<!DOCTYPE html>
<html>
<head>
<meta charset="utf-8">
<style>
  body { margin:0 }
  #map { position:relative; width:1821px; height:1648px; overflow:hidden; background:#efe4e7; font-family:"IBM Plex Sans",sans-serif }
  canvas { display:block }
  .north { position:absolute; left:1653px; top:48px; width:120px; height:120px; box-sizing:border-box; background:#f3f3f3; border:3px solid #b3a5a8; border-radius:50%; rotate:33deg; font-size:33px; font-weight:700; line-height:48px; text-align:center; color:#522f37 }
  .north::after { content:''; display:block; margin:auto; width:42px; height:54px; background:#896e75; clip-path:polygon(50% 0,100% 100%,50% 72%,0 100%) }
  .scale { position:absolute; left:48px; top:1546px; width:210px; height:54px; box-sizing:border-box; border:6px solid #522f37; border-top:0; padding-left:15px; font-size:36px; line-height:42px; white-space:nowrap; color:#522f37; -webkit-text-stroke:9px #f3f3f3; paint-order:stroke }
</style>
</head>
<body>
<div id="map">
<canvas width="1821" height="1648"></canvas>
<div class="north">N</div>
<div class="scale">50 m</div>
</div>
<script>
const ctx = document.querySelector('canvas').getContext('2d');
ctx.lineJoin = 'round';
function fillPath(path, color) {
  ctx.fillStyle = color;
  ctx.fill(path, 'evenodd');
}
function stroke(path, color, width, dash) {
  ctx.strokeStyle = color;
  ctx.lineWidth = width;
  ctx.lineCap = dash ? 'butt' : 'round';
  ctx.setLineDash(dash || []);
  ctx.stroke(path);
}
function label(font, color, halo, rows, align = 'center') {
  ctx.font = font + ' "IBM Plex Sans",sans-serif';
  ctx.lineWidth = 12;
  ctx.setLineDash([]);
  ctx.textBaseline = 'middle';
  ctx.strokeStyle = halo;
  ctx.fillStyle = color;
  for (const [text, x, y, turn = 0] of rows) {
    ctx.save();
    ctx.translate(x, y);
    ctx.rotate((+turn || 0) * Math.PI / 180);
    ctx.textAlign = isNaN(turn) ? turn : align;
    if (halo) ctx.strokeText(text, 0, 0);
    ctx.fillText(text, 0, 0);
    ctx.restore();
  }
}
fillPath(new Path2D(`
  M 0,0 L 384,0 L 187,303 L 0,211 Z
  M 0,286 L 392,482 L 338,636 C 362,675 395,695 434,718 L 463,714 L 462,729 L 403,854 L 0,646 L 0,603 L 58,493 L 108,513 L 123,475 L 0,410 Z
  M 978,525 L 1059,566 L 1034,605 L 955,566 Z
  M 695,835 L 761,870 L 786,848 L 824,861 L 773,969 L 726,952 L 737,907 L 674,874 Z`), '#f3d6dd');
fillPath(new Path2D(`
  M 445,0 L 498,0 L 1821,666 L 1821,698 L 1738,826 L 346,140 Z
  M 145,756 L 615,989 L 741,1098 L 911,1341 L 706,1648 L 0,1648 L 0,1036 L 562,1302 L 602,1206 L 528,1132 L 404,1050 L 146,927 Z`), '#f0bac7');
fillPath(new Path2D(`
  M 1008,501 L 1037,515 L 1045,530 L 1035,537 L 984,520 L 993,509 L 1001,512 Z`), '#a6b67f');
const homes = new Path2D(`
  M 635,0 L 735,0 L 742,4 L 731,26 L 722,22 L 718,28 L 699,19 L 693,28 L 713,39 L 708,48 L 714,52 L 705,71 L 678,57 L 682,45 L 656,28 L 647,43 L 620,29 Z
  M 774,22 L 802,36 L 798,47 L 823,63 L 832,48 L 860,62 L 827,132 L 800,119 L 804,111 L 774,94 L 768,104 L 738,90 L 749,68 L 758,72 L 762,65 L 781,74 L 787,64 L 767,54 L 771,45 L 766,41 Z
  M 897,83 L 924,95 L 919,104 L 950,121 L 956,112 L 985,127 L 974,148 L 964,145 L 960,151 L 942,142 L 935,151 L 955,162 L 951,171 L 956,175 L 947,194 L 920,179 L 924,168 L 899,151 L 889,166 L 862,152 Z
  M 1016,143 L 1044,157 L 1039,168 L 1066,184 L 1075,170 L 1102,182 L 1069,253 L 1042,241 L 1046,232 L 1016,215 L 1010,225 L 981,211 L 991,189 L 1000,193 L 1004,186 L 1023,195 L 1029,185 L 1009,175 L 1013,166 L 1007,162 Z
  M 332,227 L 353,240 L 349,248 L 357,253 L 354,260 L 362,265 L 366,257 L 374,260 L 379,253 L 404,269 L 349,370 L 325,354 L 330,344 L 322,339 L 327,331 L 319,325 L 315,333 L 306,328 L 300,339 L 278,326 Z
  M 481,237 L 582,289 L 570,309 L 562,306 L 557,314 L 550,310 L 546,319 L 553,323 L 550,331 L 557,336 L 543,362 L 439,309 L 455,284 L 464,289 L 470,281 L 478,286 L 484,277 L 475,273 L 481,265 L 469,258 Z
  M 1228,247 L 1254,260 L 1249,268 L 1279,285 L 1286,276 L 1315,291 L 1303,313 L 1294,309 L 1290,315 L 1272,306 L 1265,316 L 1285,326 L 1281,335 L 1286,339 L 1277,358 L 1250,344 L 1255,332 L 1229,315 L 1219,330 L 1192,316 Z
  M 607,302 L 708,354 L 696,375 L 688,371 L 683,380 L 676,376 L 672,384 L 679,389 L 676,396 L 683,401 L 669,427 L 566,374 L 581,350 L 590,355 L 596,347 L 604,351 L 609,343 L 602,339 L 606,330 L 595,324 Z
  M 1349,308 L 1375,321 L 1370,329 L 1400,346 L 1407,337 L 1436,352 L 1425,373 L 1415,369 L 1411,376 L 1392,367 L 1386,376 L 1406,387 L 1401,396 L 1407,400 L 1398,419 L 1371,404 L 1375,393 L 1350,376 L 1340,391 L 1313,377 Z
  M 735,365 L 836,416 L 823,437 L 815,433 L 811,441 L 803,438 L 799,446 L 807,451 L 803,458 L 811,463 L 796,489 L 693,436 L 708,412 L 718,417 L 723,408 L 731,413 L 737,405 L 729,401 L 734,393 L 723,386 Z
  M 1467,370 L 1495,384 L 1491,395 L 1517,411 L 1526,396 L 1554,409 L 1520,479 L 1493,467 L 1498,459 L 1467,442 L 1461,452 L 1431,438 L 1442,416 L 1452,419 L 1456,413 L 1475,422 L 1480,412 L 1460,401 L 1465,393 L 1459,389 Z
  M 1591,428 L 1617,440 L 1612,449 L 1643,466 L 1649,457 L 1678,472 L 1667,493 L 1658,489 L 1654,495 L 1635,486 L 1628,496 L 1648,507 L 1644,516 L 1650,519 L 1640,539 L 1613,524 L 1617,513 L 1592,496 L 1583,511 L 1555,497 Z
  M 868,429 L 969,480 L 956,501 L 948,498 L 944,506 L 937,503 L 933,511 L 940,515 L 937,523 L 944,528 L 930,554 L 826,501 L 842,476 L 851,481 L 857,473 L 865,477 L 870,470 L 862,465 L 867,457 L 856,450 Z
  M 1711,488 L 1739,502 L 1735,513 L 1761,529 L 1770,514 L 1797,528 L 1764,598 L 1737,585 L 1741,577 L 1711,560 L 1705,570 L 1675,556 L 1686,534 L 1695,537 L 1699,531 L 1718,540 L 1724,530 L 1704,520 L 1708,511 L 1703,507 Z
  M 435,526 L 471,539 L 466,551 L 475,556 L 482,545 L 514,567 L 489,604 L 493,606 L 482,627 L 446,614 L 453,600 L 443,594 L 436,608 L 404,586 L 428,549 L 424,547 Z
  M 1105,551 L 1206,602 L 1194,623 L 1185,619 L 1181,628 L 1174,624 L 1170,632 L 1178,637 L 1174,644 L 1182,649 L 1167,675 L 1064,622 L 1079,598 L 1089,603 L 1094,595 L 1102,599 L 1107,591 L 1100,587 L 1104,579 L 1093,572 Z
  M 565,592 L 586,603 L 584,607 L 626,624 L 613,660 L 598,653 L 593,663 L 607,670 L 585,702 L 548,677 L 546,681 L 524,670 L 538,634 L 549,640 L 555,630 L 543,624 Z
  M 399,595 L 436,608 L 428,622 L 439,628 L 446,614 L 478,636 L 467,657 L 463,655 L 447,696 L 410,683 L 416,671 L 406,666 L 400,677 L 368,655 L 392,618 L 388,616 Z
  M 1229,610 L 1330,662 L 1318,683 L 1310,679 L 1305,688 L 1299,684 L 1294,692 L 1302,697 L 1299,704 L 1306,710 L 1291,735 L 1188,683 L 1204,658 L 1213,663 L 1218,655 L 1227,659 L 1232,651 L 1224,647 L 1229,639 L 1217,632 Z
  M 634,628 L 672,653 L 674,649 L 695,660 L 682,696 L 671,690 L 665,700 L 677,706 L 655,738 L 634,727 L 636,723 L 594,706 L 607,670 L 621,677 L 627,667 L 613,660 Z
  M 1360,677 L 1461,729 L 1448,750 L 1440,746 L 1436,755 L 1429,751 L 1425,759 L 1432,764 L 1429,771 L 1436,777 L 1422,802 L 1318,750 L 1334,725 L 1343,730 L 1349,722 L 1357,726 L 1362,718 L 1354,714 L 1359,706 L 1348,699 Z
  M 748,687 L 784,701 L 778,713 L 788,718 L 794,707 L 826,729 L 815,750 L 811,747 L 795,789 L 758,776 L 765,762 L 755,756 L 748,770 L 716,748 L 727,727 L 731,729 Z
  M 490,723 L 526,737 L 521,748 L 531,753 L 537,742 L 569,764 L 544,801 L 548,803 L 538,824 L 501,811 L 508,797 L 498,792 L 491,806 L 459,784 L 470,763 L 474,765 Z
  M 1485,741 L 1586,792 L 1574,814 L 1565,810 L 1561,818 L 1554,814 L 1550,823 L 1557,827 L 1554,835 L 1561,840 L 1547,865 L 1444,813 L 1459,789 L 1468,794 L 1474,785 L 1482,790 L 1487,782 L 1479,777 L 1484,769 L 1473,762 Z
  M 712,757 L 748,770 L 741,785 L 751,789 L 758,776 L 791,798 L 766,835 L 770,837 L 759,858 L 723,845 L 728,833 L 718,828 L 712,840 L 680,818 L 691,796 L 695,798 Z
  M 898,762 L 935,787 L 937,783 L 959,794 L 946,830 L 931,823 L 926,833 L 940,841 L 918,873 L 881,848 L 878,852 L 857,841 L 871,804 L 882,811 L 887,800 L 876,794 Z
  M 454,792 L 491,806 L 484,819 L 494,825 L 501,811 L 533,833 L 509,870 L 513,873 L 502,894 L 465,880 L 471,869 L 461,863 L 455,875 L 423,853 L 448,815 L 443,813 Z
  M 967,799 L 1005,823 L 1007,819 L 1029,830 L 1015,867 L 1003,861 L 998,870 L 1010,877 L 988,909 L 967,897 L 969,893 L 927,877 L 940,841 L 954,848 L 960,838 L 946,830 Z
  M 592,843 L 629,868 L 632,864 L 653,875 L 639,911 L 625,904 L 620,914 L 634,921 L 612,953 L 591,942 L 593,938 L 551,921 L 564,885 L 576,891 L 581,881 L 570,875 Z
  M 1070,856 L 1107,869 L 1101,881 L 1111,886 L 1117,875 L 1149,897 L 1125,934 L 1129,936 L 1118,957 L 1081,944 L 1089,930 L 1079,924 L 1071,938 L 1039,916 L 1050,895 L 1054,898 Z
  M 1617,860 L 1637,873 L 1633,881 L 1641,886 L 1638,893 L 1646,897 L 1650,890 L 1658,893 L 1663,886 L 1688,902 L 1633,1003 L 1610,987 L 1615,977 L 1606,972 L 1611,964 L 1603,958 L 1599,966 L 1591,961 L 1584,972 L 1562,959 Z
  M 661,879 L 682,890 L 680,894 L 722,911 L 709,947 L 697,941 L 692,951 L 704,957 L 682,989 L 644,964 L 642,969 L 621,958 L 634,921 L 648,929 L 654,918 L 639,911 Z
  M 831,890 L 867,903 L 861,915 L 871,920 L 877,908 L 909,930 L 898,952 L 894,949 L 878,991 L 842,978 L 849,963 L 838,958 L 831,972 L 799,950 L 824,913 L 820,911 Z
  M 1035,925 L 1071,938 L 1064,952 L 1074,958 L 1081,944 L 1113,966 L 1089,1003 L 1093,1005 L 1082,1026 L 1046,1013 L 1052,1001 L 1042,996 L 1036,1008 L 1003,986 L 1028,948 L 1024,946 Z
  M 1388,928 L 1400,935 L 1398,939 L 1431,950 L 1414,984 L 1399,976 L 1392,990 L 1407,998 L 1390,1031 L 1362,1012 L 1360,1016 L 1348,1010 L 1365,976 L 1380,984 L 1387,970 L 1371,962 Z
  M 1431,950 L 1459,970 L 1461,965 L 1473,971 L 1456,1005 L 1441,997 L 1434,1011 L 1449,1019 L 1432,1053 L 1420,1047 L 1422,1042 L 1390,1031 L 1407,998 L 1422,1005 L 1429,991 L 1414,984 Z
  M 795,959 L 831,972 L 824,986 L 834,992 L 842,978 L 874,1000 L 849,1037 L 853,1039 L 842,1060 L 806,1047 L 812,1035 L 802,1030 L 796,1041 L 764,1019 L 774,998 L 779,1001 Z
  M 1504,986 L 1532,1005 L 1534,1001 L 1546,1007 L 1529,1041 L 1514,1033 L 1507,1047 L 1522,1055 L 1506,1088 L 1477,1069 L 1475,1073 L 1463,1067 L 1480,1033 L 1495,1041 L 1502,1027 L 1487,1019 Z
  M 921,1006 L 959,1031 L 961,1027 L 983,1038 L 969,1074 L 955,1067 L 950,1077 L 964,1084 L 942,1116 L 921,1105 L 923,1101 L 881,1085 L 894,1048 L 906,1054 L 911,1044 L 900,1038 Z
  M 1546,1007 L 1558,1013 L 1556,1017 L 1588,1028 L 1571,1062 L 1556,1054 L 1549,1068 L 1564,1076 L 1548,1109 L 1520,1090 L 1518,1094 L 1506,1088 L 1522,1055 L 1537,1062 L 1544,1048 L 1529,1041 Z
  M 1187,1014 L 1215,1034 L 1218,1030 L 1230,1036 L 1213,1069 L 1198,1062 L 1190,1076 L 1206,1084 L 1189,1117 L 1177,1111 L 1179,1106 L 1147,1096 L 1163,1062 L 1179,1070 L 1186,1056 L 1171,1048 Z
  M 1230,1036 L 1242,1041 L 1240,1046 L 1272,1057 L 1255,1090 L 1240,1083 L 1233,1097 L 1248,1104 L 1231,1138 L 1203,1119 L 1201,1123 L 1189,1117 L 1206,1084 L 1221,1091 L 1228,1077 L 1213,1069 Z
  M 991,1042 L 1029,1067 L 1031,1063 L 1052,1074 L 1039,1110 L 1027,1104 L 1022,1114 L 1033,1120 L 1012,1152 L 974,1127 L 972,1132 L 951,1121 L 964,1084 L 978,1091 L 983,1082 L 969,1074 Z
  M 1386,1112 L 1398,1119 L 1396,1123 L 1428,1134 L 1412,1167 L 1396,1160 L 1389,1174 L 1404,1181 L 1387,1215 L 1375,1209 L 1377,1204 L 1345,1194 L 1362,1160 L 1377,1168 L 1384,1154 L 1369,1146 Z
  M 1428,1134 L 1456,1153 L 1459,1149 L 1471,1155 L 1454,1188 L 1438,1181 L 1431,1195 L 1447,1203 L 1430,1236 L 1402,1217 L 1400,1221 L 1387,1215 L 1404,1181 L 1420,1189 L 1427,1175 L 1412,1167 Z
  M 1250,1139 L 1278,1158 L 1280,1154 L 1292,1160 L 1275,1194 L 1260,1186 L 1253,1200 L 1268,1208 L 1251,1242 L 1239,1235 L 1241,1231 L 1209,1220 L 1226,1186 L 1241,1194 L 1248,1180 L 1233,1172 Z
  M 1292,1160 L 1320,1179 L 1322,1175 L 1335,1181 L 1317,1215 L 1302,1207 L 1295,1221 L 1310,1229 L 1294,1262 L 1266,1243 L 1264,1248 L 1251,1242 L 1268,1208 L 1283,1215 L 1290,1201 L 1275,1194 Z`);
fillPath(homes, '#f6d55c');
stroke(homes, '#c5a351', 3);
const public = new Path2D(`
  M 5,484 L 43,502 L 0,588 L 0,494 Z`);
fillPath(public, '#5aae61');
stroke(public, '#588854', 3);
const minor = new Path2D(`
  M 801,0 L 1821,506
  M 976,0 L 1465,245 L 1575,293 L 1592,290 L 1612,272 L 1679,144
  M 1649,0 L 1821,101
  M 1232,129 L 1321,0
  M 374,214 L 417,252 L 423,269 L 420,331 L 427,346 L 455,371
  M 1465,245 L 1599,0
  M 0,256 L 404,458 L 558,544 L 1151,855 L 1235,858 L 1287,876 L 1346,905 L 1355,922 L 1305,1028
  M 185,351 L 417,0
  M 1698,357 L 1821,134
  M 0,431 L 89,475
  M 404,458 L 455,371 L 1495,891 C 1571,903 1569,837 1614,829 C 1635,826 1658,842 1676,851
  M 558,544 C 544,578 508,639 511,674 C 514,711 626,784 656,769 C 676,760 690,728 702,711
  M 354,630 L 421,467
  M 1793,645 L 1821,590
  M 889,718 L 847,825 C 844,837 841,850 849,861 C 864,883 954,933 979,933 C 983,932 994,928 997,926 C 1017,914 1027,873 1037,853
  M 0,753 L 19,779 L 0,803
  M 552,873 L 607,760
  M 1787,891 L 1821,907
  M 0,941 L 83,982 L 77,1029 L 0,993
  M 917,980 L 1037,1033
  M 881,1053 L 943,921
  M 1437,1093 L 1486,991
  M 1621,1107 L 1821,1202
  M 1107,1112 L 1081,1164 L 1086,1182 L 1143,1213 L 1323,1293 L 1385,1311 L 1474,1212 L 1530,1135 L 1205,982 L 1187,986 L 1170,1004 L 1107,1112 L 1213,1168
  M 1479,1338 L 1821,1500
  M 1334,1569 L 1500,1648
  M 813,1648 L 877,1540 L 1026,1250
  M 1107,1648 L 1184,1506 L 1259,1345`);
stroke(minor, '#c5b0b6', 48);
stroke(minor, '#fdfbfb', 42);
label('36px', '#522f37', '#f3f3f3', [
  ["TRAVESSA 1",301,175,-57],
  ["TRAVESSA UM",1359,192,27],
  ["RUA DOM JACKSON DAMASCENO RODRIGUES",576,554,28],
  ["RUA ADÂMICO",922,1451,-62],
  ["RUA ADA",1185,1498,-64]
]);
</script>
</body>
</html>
--------
*Task item:* Return, in full, every line of these entries that holds "rotate".

*Answer for this exercise:*
  .north { position:absolute; left:1653px; top:48px; width:120px; height:120px; box-sizing:border-box; background:#f3f3f3; border:3px solid #b3a5a8; border-radius:50%; rotate:33deg; font-size:33px; font-weight:700; line-height:48px; text-align:center; color:#522f37 }
    ctx.rotate((+turn || 0) * Math.PI / 180);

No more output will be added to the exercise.